Currently, CVP is commonly used as a static hemodynamic parameter in clinical practice. However, some studies have demonstrated that CVP could not be used as a single reference in patients with volume therapy.(23) As the linear relationship between cardiac pressure and volume is weakened in Fontan patients, the pressure parameter such as CVP cannot really reflect the volume state. In addition, the superior vena cava of Fontan patients is connected to the pulmonary artery, and therefore CVP is significantly affected by pulmonary artery pressure. As a result, the value of CVP to predict the volume reactivity of Fontan patients could be influenced by many factors and the result is unreliable.
There is few studies reporting the application of SVV in children with single-ventricle Fontan circulation. In this study, we found that the cutoff of SVV was 16%, the sensitivity was 50%, and the specificity was 91.7%, suggesting that SVV is more specific than CVP in reflecting the volume state of children undergoing Fontan operation after CPB. Statistically, children with less SVV variation are more likely to be in a non-response state. Yoshitake et al(24) used noninvasive hemodynamic monitoring to evaluate the cardiac output after Fontan operation by measuring the parameters of cardiac function in the patients with single left ventricular (SLV) and single right ventricular (SRV). Their results showed that the mean SVV (SLV : SRV) was 13.9% : 15.5%, which is similar to our study. However, the sensitivity and specificity of SVV in our study suggest that SVV may have a high false-positive rate as a predictor of capacity reactivity in Fontan patients. This may be due to the more significant reduction of pulmonary blood flow in patients with single ventricle caused by positive pressure mechanical ventilation. In addition, the inhibition of myocardial contractility and the use of positive inotropic agents in early postoperative patients may affect the results. We believe that SVV derived from the expansion of the PPV index is a relatively safe volume reactivity parameter for patients who are not suitable to use volume dilation treatment, and therefore more suitable for patients whose current volume state is on the reaction section (steep section) of Frank-Starling curve rather than the smooth section. As each inspiratory and expiratory during mechanical ventilation can cause change in stroke volume, SVV can be used to indicate volume responsiveness and the current volume state of the patient.

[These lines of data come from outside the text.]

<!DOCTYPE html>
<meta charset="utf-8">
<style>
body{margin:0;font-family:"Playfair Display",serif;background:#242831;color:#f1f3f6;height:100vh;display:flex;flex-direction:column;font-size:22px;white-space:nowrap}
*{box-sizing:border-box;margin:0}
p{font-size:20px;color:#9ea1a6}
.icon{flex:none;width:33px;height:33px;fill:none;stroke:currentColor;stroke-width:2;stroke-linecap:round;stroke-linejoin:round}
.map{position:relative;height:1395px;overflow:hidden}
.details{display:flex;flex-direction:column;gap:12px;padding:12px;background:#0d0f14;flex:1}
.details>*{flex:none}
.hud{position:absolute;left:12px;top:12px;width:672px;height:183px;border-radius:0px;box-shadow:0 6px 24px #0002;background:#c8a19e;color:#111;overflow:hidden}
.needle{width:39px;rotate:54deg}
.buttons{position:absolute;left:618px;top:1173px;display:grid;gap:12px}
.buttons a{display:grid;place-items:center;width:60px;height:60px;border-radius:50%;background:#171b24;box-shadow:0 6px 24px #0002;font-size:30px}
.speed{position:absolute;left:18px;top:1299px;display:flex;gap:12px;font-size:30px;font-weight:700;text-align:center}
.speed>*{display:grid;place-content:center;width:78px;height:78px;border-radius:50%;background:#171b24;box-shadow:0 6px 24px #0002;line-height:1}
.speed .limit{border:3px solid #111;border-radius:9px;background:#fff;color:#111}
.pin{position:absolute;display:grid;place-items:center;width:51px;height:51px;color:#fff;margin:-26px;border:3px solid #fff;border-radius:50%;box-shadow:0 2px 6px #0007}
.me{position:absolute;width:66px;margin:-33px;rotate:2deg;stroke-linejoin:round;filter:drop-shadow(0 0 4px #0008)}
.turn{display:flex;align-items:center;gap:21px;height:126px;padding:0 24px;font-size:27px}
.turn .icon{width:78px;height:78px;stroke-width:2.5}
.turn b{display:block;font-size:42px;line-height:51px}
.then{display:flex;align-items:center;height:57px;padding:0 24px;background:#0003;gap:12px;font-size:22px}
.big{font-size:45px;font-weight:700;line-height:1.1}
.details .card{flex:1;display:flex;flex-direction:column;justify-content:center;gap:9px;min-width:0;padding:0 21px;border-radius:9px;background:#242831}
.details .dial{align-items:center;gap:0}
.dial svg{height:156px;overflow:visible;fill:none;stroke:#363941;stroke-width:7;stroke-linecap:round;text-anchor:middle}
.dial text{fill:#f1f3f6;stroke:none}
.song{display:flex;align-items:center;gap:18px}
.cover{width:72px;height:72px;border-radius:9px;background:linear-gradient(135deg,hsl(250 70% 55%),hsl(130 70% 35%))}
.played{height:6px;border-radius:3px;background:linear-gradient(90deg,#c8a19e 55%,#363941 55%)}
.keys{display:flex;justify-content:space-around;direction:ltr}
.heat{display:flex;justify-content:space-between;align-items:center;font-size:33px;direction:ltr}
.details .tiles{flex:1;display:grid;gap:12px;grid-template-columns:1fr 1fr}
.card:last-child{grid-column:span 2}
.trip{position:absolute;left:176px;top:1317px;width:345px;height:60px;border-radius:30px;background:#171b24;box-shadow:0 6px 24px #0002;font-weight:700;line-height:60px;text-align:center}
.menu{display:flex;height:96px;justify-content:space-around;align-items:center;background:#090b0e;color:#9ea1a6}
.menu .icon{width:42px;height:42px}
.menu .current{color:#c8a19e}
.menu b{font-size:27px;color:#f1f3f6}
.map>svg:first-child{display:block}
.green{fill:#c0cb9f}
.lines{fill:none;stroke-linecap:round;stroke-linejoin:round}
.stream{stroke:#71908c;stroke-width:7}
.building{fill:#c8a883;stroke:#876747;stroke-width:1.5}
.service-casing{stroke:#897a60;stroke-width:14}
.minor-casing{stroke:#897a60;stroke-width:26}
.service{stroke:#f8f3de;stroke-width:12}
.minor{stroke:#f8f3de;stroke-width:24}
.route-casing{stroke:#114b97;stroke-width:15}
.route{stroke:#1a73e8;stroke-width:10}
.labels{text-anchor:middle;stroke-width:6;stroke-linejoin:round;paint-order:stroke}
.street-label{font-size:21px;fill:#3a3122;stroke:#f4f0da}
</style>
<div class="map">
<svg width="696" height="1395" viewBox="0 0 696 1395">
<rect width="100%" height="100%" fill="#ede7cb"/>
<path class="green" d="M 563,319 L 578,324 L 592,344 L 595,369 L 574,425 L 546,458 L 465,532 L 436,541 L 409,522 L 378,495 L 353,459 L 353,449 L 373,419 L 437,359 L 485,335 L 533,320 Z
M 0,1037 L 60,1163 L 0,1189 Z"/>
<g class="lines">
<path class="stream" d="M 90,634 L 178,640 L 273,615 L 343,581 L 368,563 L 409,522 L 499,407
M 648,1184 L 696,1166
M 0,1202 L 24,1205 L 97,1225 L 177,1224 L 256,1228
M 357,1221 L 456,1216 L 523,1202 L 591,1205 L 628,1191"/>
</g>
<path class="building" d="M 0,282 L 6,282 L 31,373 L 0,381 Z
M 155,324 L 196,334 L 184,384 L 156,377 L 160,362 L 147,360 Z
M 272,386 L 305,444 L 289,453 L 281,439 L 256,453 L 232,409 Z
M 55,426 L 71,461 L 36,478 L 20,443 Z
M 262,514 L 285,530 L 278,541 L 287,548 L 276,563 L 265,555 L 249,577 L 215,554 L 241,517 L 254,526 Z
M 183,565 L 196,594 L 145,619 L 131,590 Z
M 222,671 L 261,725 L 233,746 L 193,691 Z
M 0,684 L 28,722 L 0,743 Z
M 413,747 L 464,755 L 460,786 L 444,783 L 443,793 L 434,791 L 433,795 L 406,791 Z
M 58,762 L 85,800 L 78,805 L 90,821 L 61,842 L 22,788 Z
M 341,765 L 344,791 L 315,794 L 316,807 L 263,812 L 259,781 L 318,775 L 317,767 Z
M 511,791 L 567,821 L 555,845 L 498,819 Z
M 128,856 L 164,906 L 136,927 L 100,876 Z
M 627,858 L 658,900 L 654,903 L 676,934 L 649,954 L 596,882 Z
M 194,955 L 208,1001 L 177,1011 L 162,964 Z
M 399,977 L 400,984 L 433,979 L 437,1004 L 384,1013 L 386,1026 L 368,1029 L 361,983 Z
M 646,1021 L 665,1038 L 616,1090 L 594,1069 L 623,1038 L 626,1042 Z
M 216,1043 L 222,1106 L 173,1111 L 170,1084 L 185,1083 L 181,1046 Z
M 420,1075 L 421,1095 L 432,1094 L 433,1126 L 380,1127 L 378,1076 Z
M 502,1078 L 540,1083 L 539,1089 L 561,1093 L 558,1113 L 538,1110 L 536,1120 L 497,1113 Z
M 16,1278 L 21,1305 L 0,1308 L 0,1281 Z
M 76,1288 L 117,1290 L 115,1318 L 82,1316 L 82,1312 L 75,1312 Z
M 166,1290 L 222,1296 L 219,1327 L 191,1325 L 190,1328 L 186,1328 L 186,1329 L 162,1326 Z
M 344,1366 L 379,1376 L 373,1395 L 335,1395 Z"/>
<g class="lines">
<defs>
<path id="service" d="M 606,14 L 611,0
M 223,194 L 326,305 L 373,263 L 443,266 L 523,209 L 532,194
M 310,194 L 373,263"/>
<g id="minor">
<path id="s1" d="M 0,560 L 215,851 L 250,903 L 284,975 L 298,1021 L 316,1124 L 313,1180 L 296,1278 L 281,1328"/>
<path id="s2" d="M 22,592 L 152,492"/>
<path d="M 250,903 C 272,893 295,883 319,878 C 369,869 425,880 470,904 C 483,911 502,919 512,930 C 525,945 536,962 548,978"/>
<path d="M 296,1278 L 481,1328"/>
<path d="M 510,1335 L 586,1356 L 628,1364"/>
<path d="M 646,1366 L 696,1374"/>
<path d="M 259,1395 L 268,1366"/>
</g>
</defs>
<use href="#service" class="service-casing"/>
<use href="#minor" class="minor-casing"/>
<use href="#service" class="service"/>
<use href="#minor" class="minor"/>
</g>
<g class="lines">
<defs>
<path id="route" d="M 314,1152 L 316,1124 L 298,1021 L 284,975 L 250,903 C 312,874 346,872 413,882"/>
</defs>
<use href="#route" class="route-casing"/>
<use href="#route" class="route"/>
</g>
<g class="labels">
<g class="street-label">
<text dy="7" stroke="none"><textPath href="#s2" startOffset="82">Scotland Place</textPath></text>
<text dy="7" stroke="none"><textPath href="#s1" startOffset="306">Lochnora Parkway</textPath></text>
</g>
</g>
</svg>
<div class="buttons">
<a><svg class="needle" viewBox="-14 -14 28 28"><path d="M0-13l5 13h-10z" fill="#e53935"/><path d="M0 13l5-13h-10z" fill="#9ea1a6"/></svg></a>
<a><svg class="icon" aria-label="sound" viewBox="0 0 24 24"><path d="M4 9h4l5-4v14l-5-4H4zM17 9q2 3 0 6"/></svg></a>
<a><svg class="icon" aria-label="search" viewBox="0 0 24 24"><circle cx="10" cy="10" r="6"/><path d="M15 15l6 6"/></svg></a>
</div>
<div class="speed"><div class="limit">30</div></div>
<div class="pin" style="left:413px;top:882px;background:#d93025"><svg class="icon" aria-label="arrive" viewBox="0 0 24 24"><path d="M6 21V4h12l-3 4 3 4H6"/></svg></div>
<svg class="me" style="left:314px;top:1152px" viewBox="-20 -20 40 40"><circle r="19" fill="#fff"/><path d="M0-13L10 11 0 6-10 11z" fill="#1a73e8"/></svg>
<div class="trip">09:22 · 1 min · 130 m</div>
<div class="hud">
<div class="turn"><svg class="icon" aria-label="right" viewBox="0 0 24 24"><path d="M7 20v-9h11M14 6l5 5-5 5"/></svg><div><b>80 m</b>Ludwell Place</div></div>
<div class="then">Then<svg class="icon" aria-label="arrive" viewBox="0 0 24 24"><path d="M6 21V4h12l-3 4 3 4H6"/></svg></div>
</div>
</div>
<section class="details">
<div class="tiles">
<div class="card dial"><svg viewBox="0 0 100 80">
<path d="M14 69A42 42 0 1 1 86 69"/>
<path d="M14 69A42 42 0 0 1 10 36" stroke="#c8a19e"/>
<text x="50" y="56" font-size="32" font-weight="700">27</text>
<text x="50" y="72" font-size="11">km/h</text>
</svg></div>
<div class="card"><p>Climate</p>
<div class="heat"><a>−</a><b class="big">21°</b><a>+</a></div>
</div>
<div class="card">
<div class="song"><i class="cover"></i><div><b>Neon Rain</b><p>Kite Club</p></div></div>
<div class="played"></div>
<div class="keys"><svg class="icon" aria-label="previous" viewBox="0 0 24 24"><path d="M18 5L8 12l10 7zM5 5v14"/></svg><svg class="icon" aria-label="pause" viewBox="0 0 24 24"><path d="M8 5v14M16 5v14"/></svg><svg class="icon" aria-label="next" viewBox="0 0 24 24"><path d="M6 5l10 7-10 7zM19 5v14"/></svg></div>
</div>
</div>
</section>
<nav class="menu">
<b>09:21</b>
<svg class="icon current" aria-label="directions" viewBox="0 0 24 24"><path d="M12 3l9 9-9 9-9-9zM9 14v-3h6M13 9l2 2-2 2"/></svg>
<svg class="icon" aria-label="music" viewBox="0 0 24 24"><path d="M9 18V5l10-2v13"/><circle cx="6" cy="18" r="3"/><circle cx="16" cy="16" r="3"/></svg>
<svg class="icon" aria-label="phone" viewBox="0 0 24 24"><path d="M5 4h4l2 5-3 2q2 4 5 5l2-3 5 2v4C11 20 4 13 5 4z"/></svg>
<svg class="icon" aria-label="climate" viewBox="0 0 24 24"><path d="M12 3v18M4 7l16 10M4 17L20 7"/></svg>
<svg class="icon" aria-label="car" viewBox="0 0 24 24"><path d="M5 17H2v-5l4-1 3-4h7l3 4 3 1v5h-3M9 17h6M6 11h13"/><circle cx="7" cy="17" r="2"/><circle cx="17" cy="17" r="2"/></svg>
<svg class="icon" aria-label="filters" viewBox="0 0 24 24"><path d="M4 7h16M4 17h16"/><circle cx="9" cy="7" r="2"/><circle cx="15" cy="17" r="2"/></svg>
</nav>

This study has some limitations. First, the response of Fontan patients to volume infusion is affected by many factors. But as we only observed the effect of volume challenge alone, the influence of mechanical ventilation on the research results could not be excluded. In addition, we only observed the result of volume response immediately after volume challenge treatment without tracking changes in dynamic parameters in the cardiac intensive care unit. Finally, we did not use PiCCO as the control parameter for cost consideration.